== What you should do ==
Locate each line below that includes "style" and reproduce it.

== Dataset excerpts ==
>>>>

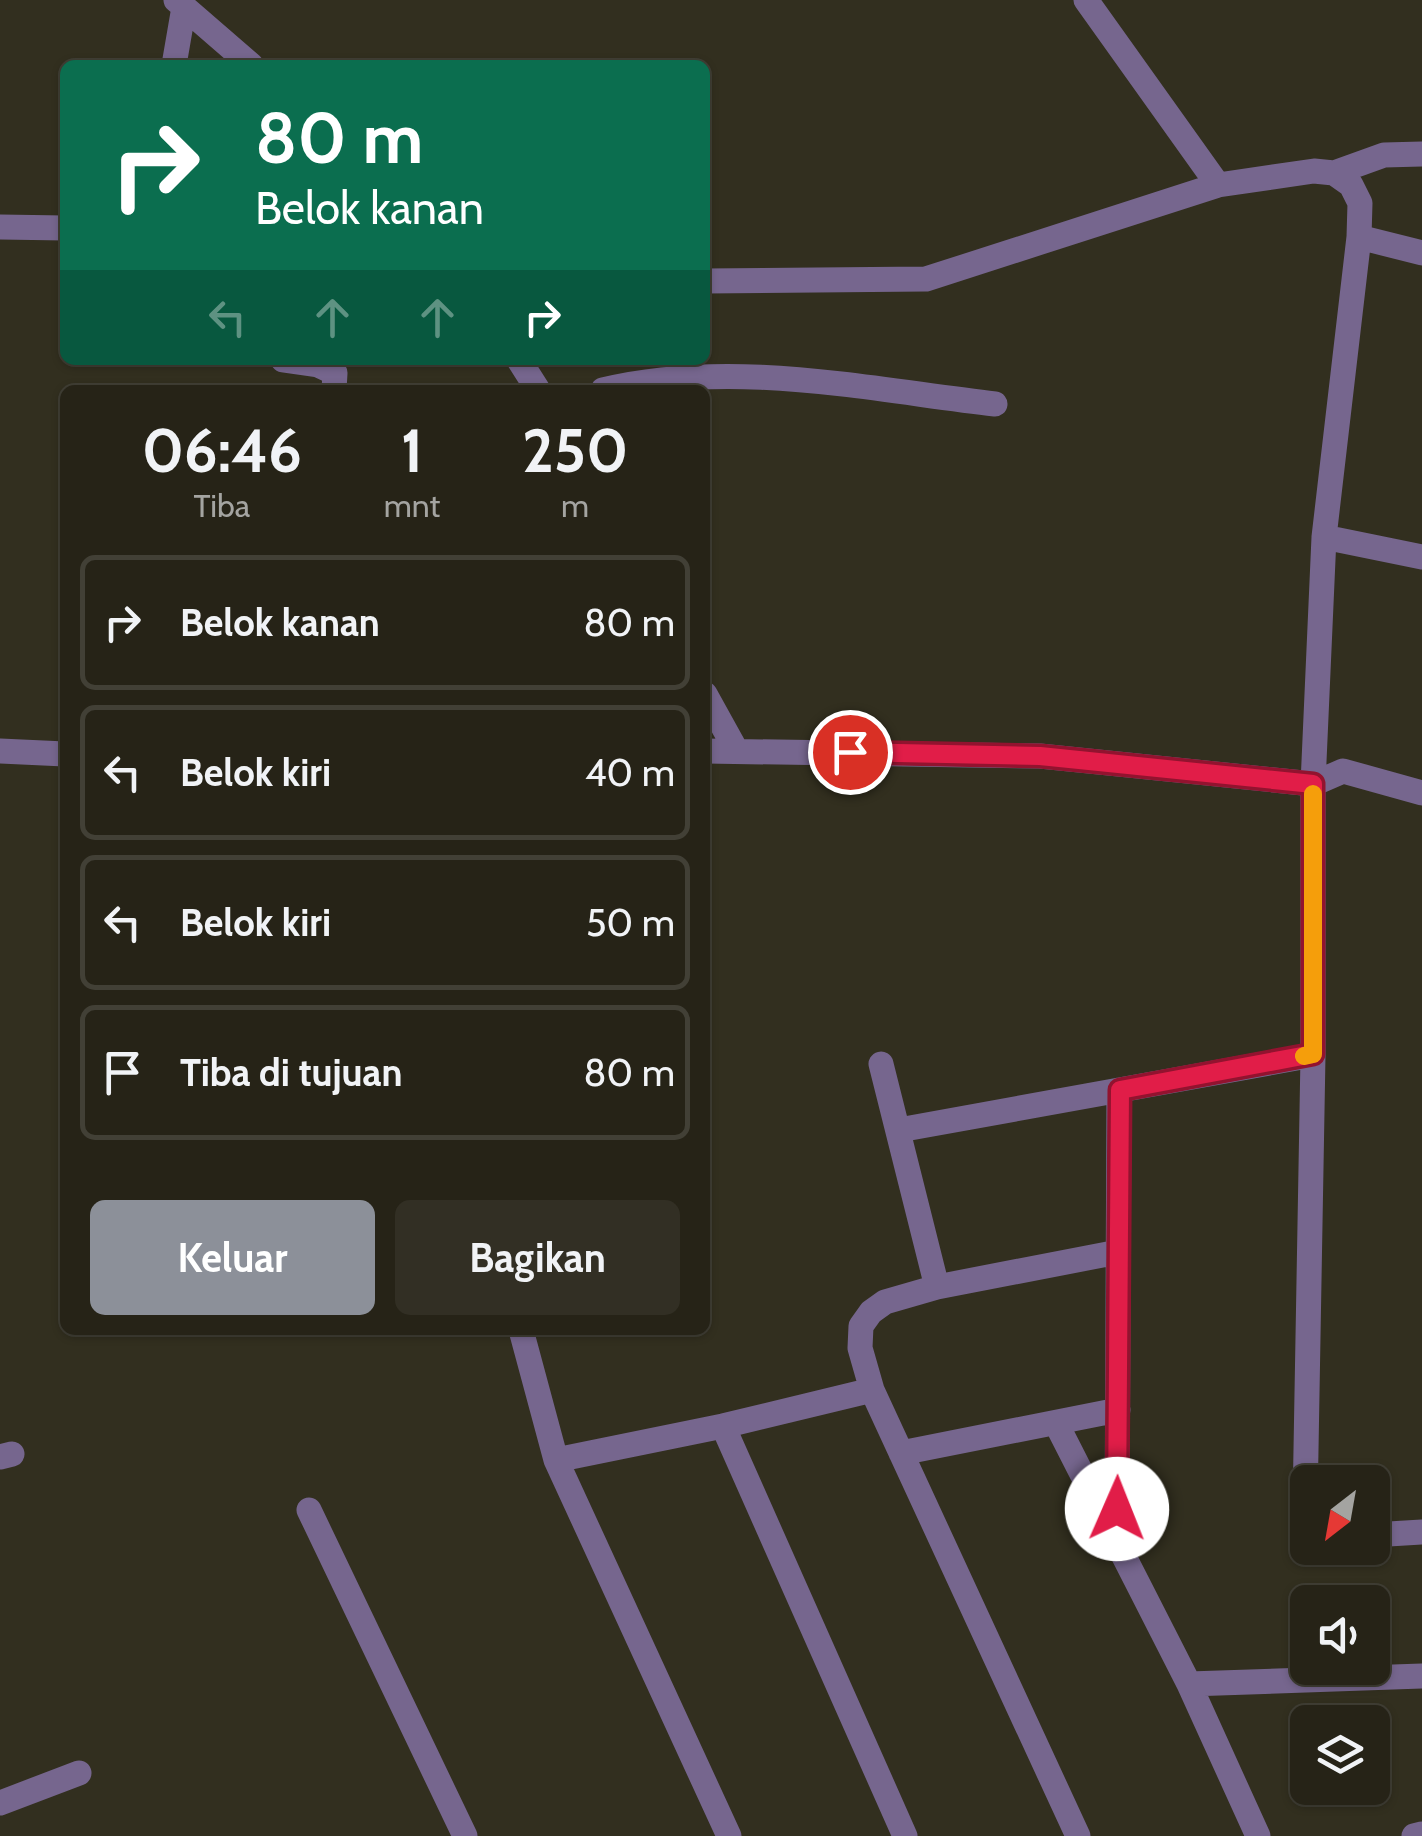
<!DOCTYPE html>
<html lang="id">
<style>
:root{--surface:#262317;--page:#322f24;--text:#f1f3f6;--muted:#a4a4a1;--line:#424036;--accent:#8c9099}
body{margin:0;font-family:Cabin,sans-serif;background:var(--page);color:var(--text);height:100vh;display:flex;flex-direction:column;font-size:38px;white-space:nowrap}
*{box-sizing:border-box;margin:0}
p{font-size:32px;color:var(--muted)}
.icon{flex:none;width:55px;height:55px;fill:none;stroke:currentColor;stroke-width:2;stroke-linecap:round;stroke-linejoin:round}
.map{position:relative;flex:1;overflow:hidden}
.sheet{position:absolute;left:60px;top:385px;width:650px;height:950px;display:flex;flex-direction:column;background:var(--surface);border-radius:15px;box-shadow:0 2px 8px #0004,0 0 0 2px var(--line)}
.sheet>*{flex:none}
.hud{position:absolute;left:60px;top:60px;width:650px;height:305px;border-radius:15px;box-shadow:0 2px 8px #0004,0 0 0 2px var(--line);background:#0b6e4f;color:#fff;overflow:hidden}
.needle{width:65px;rotate:211deg}
.fabs{position:absolute;left:1290px;top:1465px;display:grid;gap:20px}
.fabs a{display:grid;place-items:center;width:100px;height:100px;border-radius:15px;background:var(--surface);box-shadow:0 2px 8px #0004,0 0 0 2px var(--line);font-size:50px}
.pin{position:absolute;display:grid;place-items:center;width:85px;height:85px;color:#fff;margin:-42px;border:5px solid #fff;border-radius:50%;box-shadow:0 2px 10px #0007}
.me{position:absolute;width:110px;margin:-55px;rotate:1deg;stroke-linejoin:round;filter:drop-shadow(0 0 8px #0008)}
.turn{display:flex;align-items:center;gap:35px;height:210px;padding:0 30px;font-size:45px}
.turn .icon{width:130px;height:130px;stroke-width:2.5}
.turn b{display:block;font-size:70px;line-height:85px}
.lanes{display:flex;align-items:center;height:95px;padding:0 30px;background:#0003;justify-content:center;gap:50px;direction:ltr}
.lanes .off{opacity:.35}
.eta{display:flex;justify-content:space-evenly;align-items:center;height:170px;text-align:center}
.eta b{font-size:60px;font-weight:700;line-height:70px}
.primary-button{display:flex;gap:20px;margin-top:auto;padding:20px 30px}
.primary-button a{flex:1;height:115px;border-radius:15px;background:var(--accent);color:#fff;font-size:40px;font-weight:700;line-height:115px;text-align:center}
.primary-button a+a{background:var(--page);color:var(--text)}
ul{padding:0;list-style:none}
li{display:flex;align-items:center;gap:30px;height:135px;margin:0 20px 15px;padding:0 10px;border:5px solid var(--line);border-radius:15px}
li div{flex:1}
li b{display:block;font-size:38px}
li em{font-style:normal}
.map>svg:first-child{display:block}
.lines{fill:none;stroke-linecap:round;stroke-linejoin:round}
.minor{stroke:#76668e;stroke-width:25}
.route-casing{stroke:#92132f;stroke-width:25}
.route{stroke:#e11d48;stroke-width:18}
.slow{stroke:#f59e0b;stroke-width:18}
</style>
<div class="map">
<svg width="1422" height="1836" viewBox="0 0 1422 1836">
<rect width="100%" height="100%" fill="#322f1f"/>
<g class="lines">
<path class="minor" d="M176,0L251,65
M1086,0L1218,185
M174,65L184,7
M1334,173L1384,155L1422,154
M0,227L65,228
M1359,237L1422,253
M705,281L926,279L1218,185L1314,171L1334,173L1351,185L1360,203L1359,237L1324,537L1313,784V1055L1305,1506L1308,1516
M283,360L318,365L335,373L334,390
M519,360L538,390
M603,390C732,359 866,389 995,404
M1324,537L1422,557
M705,694L736,750
M0,751L65,754
M705,751L1040,756L1313,784L1343,771L1422,793
M881,1064L937,1287
M899,1130L1313,1055
M521,1330L556,1460L729,1836
M1056,1423L1189,1684L1258,1836
M723,1426L905,1836
M901,1453L1118,1410
M0,1457L12,1454
M556,1460L723,1426L872,1390
M309,1510L465,1836
M1372,1535L1422,1532
M1117,1537L1119,1090
M1189,1684L1422,1676
M0,1803L79,1773
M1078,1836L872,1390L860,1348L861,1326L871,1312L885,1302L937,1287L1118,1252
M1414,1836L1422,1834"/>
</g>
<g class="lines">
<g class="route-casing">
<path id="route" d="M850,752L1040,756L1313,784V1054L1120,1090L1117,1509"/>
</g>
<use href="#route" class="route"/>
<path class="slow" d="M1304,1056L1313,1054V794"/>
</g>
</svg>
<div class="fabs">
<a><svg class="needle" viewBox="-14 -14 28 28"><path d="M0-13l5 13h-10z" fill="#e53935"/><path d="M0 13l5-13h-10z" fill="#a4a4a1"/></svg></a>
<a><svg class="icon" aria-label="sound" viewBox="0 0 24 24"><path d="M4 9h4l5-4v14l-5-4H4zM17 9q2 3 0 6"/></svg></a>
<a><svg class="icon" aria-label="layers" viewBox="0 0 24 24"><path d="M12 4l9 5-9 5-9-5zM3 14l9 5 9-5"/></svg></a>
</div>
<div class="pin" style="left:850px;top:752px;background:#d93025"><svg class="icon" aria-label="arrive" viewBox="0 0 24 24"><path d="M6 21V4h12l-3 4 3 4H6"/></svg></div>
<svg class="me" style="left:1117px;top:1509px" viewBox="-20 -20 40 40"><circle r="19" fill="#fff"/><path d="M0-13L10 11 0 6-10 11z" fill="#e11d48"/></svg>
<div class="hud">
<div class="turn"><svg class="icon" aria-label="right" viewBox="0 0 24 24"><path d="M7 20v-9h11M14 6l5 5-5 5"/></svg><div><b>80 m</b>Belok kanan</div></div>
<div class="lanes"><svg class="icon off" aria-label="left" viewBox="0 0 24 24"><path d="M17 20v-9H6M10 6l-5 5 5 5"/></svg><svg class="icon off" aria-label="ahead" viewBox="0 0 24 24"><path d="M12 20V5M6 11l6-6 6 6"/></svg><svg class="icon off" aria-label="ahead" viewBox="0 0 24 24"><path d="M12 20V5M6 11l6-6 6 6"/></svg><svg class="icon" aria-label="right" viewBox="0 0 24 24"><path d="M7 20v-9h11M14 6l5 5-5 5"/></svg></div>
</div>
<section class="sheet">
<div class="eta">
<div><b>06:46</b><p>Tiba</p></div>
<div><b>1</b><p>mnt</p></div>
<div><b>250</b><p>m</p></div>
</div>
<ul>
<li><svg class="icon" aria-label="right" viewBox="0 0 24 24"><path d="M7 20v-9h11M14 6l5 5-5 5"/></svg><div><b>Belok kanan</b></div><em>80 m</em></li>
<li><svg class="icon" aria-label="left" viewBox="0 0 24 24"><path d="M17 20v-9H6M10 6l-5 5 5 5"/></svg><div><b>Belok kiri</b></div><em>40 m</em></li>
<li><svg class="icon" aria-label="left" viewBox="0 0 24 24"><path d="M17 20v-9H6M10 6l-5 5 5 5"/></svg><div><b>Belok kiri</b></div><em>50 m</em></li>
<li><svg class="icon" aria-label="arrive" viewBox="0 0 24 24"><path d="M6 21V4h12l-3 4 3 4H6"/></svg><div><b>Tiba di tujuan</b></div><em>80 m</em></li>
</ul>
<div class="primary-button"><a>Keluar</a><a>Bagikan</a></div>
</section>
</div>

<<<<

== Answer for this exercise ==
<style>
ul{padding:0;list-style:none}
li em{font-style:normal}
</style>
<div class="pin" style="left:850px;top:752px;background:#d93025"><svg class="icon" aria-label="arrive" viewBox="0 0 24 24"><path d="M6 21V4h12l-3 4 3 4H6"/></svg></div>
<svg class="me" style="left:1117px;top:1509px" viewBox="-20 -20 40 40"><circle r="19" fill="#fff"/><path d="M0-13L10 11 0 6-10 11z" fill="#e11d48"/></svg>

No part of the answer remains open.